The PSmet, the permeability–surface product of the metabolic conversion of blood 13N-ammonia into intracellular 13N-glutamine, tended to be higher in the basal ganglia than in the 2 other brain regions, but the difference did not reach statistical significance (Table 2). Distinguishing between kinetic parameters of the BBB (permeability PSBBB related to initial transfer of ammonia across the BBB) and metabolism (PSmet related to steady-state metabolic conversion of ammonia to glutamine in the cells) is important. Lockwood et al.,20–22 in 1979 published pioneer work of brain ammonia metabolism using 13N-ammonia scans and in 1984 and 1991 estimated a PS value that corresponds to PSmet: they multiplied the amount of tracer in the brain (static PET of the brain in the interval 10 to 25 minutes after tracer injection) relative to the amount of tracer in the body (scan from head to upper leg) with a clearance value estimated from the first 10 minutes after tracer injection of arterial time course of non-metabolized ammonia. Thus, they calculated the fraction of the total body clearance that on average was retained in the brain during the scan and then calculated a PS value according to equation 3. They did not use initial PET recordings within the very first minutes after tracer injection and thus did not estimate initial kinetic parameters such as PSBBB as in the current work and in that of Ahl et al.23 The current dynamic scanning sequences in conjunction with compartmental analysis use the better temporal and spatial resolution of contemporary PET technology and also specified the separate inputs of blood 13N-ammonia and 13N-metabolites, thus yielding results based on a superior physiological model. We therefore conclude that regional PSmet is not changed significantly in patients with cirrhosis with or without HE compared with healthy controls (Table 2).

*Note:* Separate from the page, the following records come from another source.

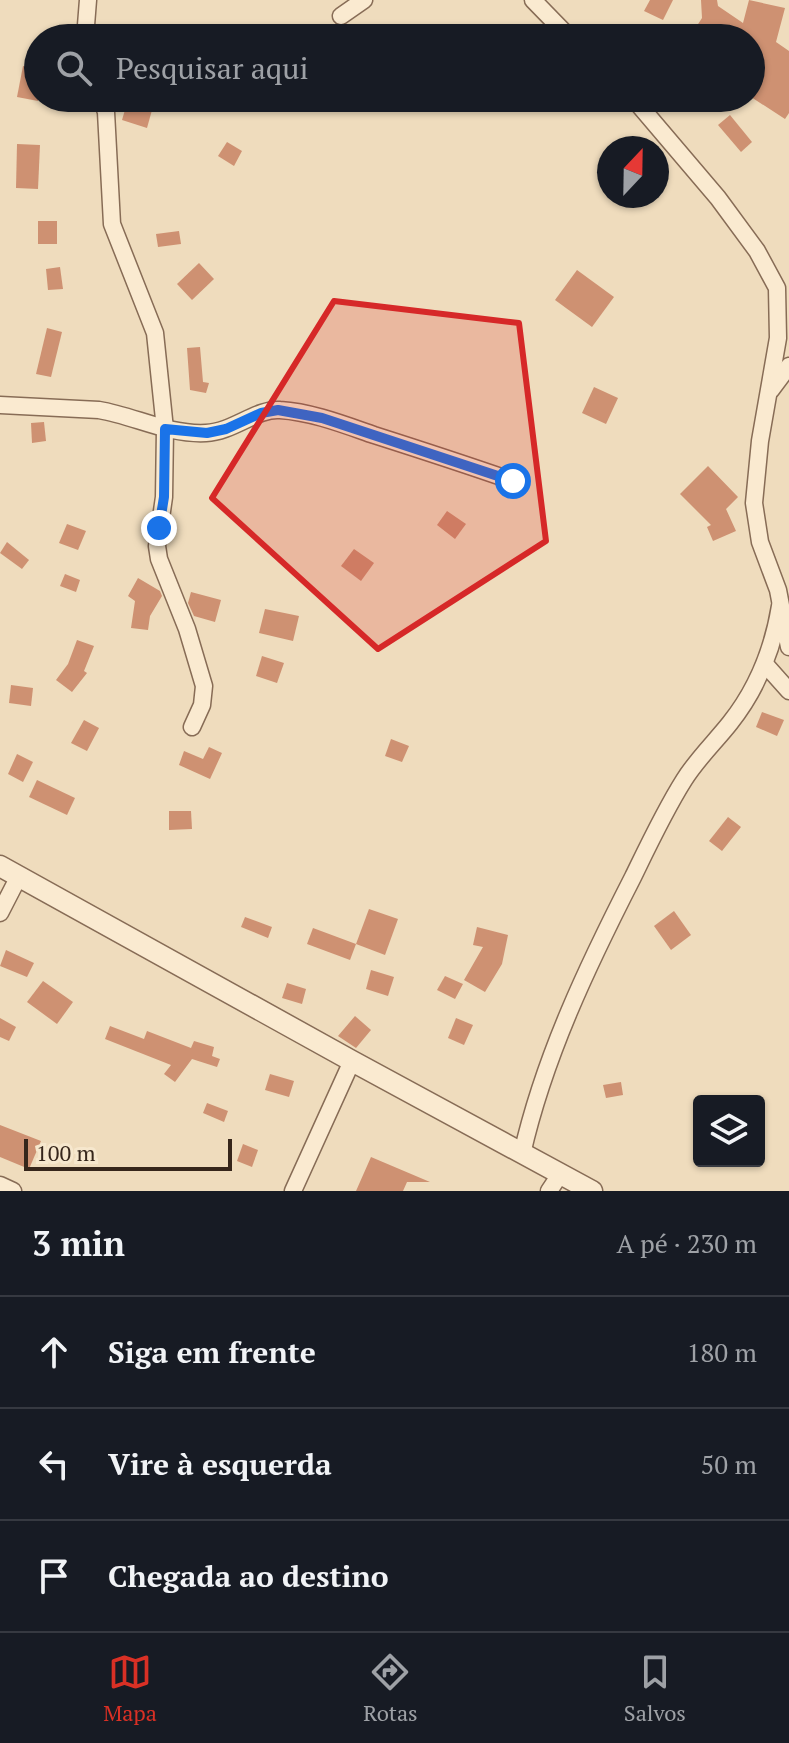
<!DOCTYPE html>
<html lang="pt">
<head>
<meta charset="utf-8">
<style>
	:root { --surface:#171b24; --page:#242831; --text:#f1f3f6; --muted:#9ea1a6; --line:#363941; --accent:#d93025 }
	body { margin:0; font-family:"PT Serif",serif; background:var(--page); color:var(--text) }
	.controls { position:absolute; right:24px; bottom:24px; display:grid; overflow:hidden; border-radius:8px; box-shadow:0 2px 6px #0004 }
	.controls button { width:72px; height:72px; display:grid; place-items:center; padding:0; border:0; border-bottom:2px solid var(--line); background:var(--surface); color:var(--text); font:40px sans-serif }
	.compass { position:absolute; left:597px; top:136px; width:72px; height:72px; border-radius:50%; background:var(--surface); box-shadow:0 2px 6px #0004; rotate:22deg }
	.scale { position:absolute; left:24px; bottom:20px; width:208px; box-sizing:border-box; padding-left:8px; border:4px solid #36261b; border-top:0; font-size:22px; line-height:28px; white-space:nowrap; color:#36261b; -webkit-text-stroke:6px #f6e7cd; paint-order:stroke }
	.stop { position:absolute; width:24px; height:24px; margin:-18px; border:6px solid #1a73e8; border-radius:50%; background:#fff }
	.stop.end { background:#1a73e8; border-color:#fff; box-shadow:0 2px 8px #0008 }
	.list { margin:0; padding:0; list-style:none }
	h2 { display:flex; justify-content:space-between; align-items:center; height:104px; margin:0; padding:0 32px; font-size:34px }
	h2 small { font-size:26px; font-weight:400; color:var(--muted) }
	.list li { display:grid; grid-template-columns:52px 1fr auto; gap:24px; align-items:center; box-sizing:border-box; height:112px; padding:0 32px; border-top:2px solid var(--line) }
	.list b { display:block; font-size:30px; white-space:nowrap }
	.list em { font-size:26px; font-style:normal; color:var(--muted) }
	.icon { flex:none; width:44px; height:44px; fill:none; stroke:currentColor; stroke-width:2; stroke-linecap:round; stroke-linejoin:round }
	.map { position:relative; flex:none; width:789px; height:1191px; overflow:hidden }
	.search { position:absolute; background:var(--surface); box-shadow:0 2px 6px #0004; left:24px; right:24px; top:24px; height:88px; display:flex; align-items:center; gap:20px; box-sizing:border-box; padding:0 28px; border-radius:44px; color:var(--muted); font-size:30px }
	.sheet { height:440px; background:var(--surface) }
	nav { display:flex; justify-content:space-around; align-items:center; box-sizing:border-box; height:112px; border-top:2px solid var(--line); background:var(--surface); font-size:22px; color:var(--muted) }
	nav a { display:grid; justify-items:center; gap:4px }
	nav .on { color:var(--accent) }
	.map>svg:first-child { display:block }
</style>
</head>
<body>
<div class="map">
<svg width="789" height="1191" viewBox="0 0 789 1191">
	<rect width="100%" height="100%" fill="#efdcbd"/>
	<g fill="#ce9172">
		<polygon points="650,0 673,0 663,20 644,11"/>
		<polygon points="701,0 717,0 718,6 743,23 749,0 785,8 776,42 789,51 789,113 785,119 751,97 751,38 689,38 702,18"/>
		<polygon points="23,66 38,69 38,101 17,97"/>
		<polygon points="127,103 152,110 147,128 122,120"/>
		<polygon points="730,115 752,142 741,152 718,125"/>
		<polygon points="227,142 242,151 234,166 218,156"/>
		<polygon points="17,144 40,145 38,189 16,188"/>
		<rect x="38" y="221" width="19" height="23"/>
		<polygon points="179,231 181,244 158,247 156,234"/>
		<polygon points="199,263 214,279 192,300 177,284"/>
		<polygon points="60,267 63,289 48,290 46,269"/>
		<polygon points="577,270 614,297 592,327 555,300"/>
		<polygon points="47,328 62,332 51,377 36,374"/>
		<polygon points="200,347 203,382 209,383 206,393 190,390 187,348"/>
		<polygon points="594,387 618,398 606,424 582,413"/>
		<polygon points="44,422 46,441 32,443 31,423"/>
		<polygon points="708,466 738,497 726,509 736,531 713,541 707,527 711,525 680,494"/>
		<polygon points="447,511 466,524 455,539 437,525"/>
		<polygon points="67,524 86,531 78,550 59,543"/>
		<polygon points="7,542 29,560 22,569 0,553"/>
		<polygon points="354,549 374,563 361,581 341,566"/>
		<polygon points="65,574 80,580 76,592 60,586"/>
		<polygon points="138,578 160,591 162,596 150,616 148,630 131,628 135,601 128,596"/>
		<polygon points="191,592 221,600 215,622 194,616 188,603"/>
		<polygon points="265,609 299,616 293,641 259,633"/>
		<polygon points="77,640 94,646 84,671 87,673 72,692 56,680 68,664"/>
		<polygon points="262,656 284,663 277,683 256,676"/>
		<polygon points="11,685 33,688 31,706 9,703"/>
		<polygon points="762,712 784,720 777,736 756,727"/>
		<polygon points="84,720 99,728 87,751 71,743"/>
		<polygon points="391,739 409,746 402,762 385,756"/>
		<polygon points="209,747 222,753 210,779 179,765 184,751 203,759"/>
		<polygon points="17,754 33,762 23,782 8,774"/>
		<polygon points="37,780 75,798 67,815 29,797"/>
		<polygon points="169,811 191,811 192,829 169,830"/>
		<polygon points="728,817 741,827 722,851 709,841"/>
		<polygon points="369,909 398,919 385,955 356,944"/>
		<polygon points="674,911 691,935 671,950 654,926"/>
		<polygon points="245,917 272,927 268,938 241,927"/>
		<polygon points="477,927 508,935 502,964 485,992 464,980 483,947 473,945"/>
		<polygon points="313,928 356,944 350,960 307,944"/>
		<polygon points="6,950 34,963 27,977 0,966"/>
		<polygon points="371,970 394,977 388,996 366,989"/>
		<polygon points="445,976 463,984 455,999 437,990"/>
		<polygon points="43,981 73,1002 57,1024 27,1002"/>
		<polygon points="287,983 306,989 302,1004 282,998"/>
		<polygon points="355,1016 371,1030 356,1048 338,1036"/>
		<polygon points="0,1018 16,1027 9,1041 0,1037"/>
		<polygon points="456,1018 473,1025 464,1045 448,1038"/>
		<polygon points="110,1026 144,1039 147,1031 191,1048 194,1041 214,1047 212,1056 220,1059 217,1067 192,1059 175,1082 164,1074 171,1065 105,1039"/>
		<polygon points="270,1074 294,1081 289,1097 265,1090"/>
		<polygon points="621,1082 623,1095 606,1098 603,1085"/>
		<polygon points="207,1103 228,1111 224,1122 203,1113"/>
		<polygon points="0,1125 41,1141 29,1169 0,1157"/>
		<polygon points="243,1144 258,1150 252,1167 237,1161"/>
		<polygon points="371,1157 430,1182 407,1182 403,1191 356,1191"/>
	</g>
	<g fill="none" stroke-linecap="round" stroke-linejoin="round">
		<defs>
			<g id="minor">
				<polyline points="533,0 570,38"/>
				<polyline points="341,16 364,0"/>
				<polyline points="85,38 88,0"/>
				<polyline points="101,98 106,112 112,224 155,333 165,429 164,497 157,546 159,559 187,629 204,686 202,705 192,727"/>
				<polyline points="633,98 718,198 757,251 777,288 778,338 760,441 754,503 760,542 778,590 789,647"/>
				<polyline points="771,390 789,366"/>
				<path d="M0,405L99,410C135,416 168,435 206,433C233,432 257,408 280,410C312,412 345,425 374,435C421,450 467,465 513,481"/>
				<polyline points="765,664 789,691"/>
				<polyline points="0,913 18,878"/>
				<path d="M522,1154C544,1057 588,965 633,877C649,844 665,810 684,780C697,759 715,742 730,723C757,689 773,649 780,606"/>
				<polyline points="0,1185 13,1191"/>
				<polyline points="293,1191 352,1061"/>
				<polyline points="549,1191 561,1173"/>
			</g>
			<polyline id="tertiary" points="0,866 352,1061 592,1191"/>
		</defs>
		<use href="#minor" stroke="#876c56" stroke-width="19"/>
		<use href="#tertiary" stroke="#876c56" stroke-width="23"/>
		<use href="#minor" stroke="#faead0" stroke-width="16"/>
		<use href="#tertiary" stroke="#faead0" stroke-width="20"/>
	</g>
	<g fill="none" stroke-linecap="round" stroke-linejoin="round">
		<polyline stroke="#1a73e8" stroke-width="10" points="159,528 164,497 165,429 207,433 226,429 261,413 278,410 322,418 513,481"/>
	</g>
	<path fill="#d62828" fill-opacity="0.2" stroke="#d62828" stroke-width="6" stroke-linejoin="round" d="M334,301L519,323L546,541L378,649L212,498Z"/>
</svg>
<div class="controls">
<button><svg class="icon" aria-label="layers" viewBox="0 0 24 24"><path d="M12 4l9 5-9 5-9-5zM3 14l9 5 9-5"/></svg></button>
</div>
<svg class="compass" viewBox="-18 -18 36 36"><path d="M0-13l5 13h-10z" fill="#e53935"/><path d="M0 13l5-13h-10z" fill="#9ea1a6"/></svg>
<div class="scale">100 m</div>
<div class="stop" style="left:513px;top:481px"></div>
<div class="stop end" style="left:159px;top:528px"></div>
<div class="search"><svg class="icon" aria-label="search" viewBox="0 0 24 24"><circle cx="10" cy="10" r="6"/><path d="M15 15l6 6"/></svg>Pesquisar aqui</div>
</div>
<section class="sheet">
<h2>3 min<small>A pé · 230 m</small></h2>
<ul class="list">
<li><svg class="icon" aria-label="ahead" viewBox="0 0 24 24"><path d="M12 20V5M6 11l6-6 6 6"/></svg><div><b>Siga em frente</b></div><em>180 m</em></li>
<li><svg class="icon" aria-label="left" viewBox="0 0 24 24"><path d="M17 20v-9H6M10 6l-5 5 5 5"/></svg><div><b>Vire à esquerda</b></div><em>50 m</em></li>
<li><svg class="icon" aria-label="arrive" viewBox="0 0 24 24"><path d="M6 21V4h12l-3 4 3 4H6"/></svg><div><b>Chegada ao destino</b></div></li>
</ul>
</section>
<nav>
<a class="on"><svg class="icon" aria-label="map" viewBox="0 0 24 24"><path d="M3 6l6-2 6 2 6-2v14l-6 2-6-2-6 2zM9 4v14M15 6v14"/></svg>Mapa</a>
<a><svg class="icon" aria-label="directions" viewBox="0 0 24 24"><path d="M12 3l9 9-9 9-9-9zM9 14v-3h6M13 9l2 2-2 2"/></svg>Rotas</a>
<a><svg class="icon" aria-label="saved" viewBox="0 0 24 24"><path d="M7 4h10v16l-5-4-5 4z"/></svg>Salvos</a>
</nav>
</body>
</html>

The finding of increased flux of blood ammonia into intracellular glutamine, Fluxmet (Table 2 and Fig. 4), in patients with cirrhosis compared with healthy controls is similar to that found by Lockwood et al.20 The magnitude of Fluxmet was significantly correlated to blood ammonia (Fig. 4). The regional differences (Fig. 4) indicate that the basal ganglia and cerebellum might be more sensitive than cortex to changes in blood ammonia.
In conclusion, contemporary dynamic PET technique showed decreased BBB permeability for ammonia, PSBBB, in patients with cirrhosis with HE to approximately two thirds of control values. Secondly, PSmet of the cerebral metabolic trapping of ammonia as glutamine was unchanged in patients with cirrhosis, whereas the flux of blood ammonia into brain tissue was markedly increased in both patients with cirrhosis with and without HE, depending primarily on arterial blood ammonia. Thus, elevated blood ammonia in cirrhosis rather than changed ammonia kinetics determines brain uptake and possible neurotoxic effects of ammonia.
The authors thank Paul Cumming for pivotal reading of the manuscript.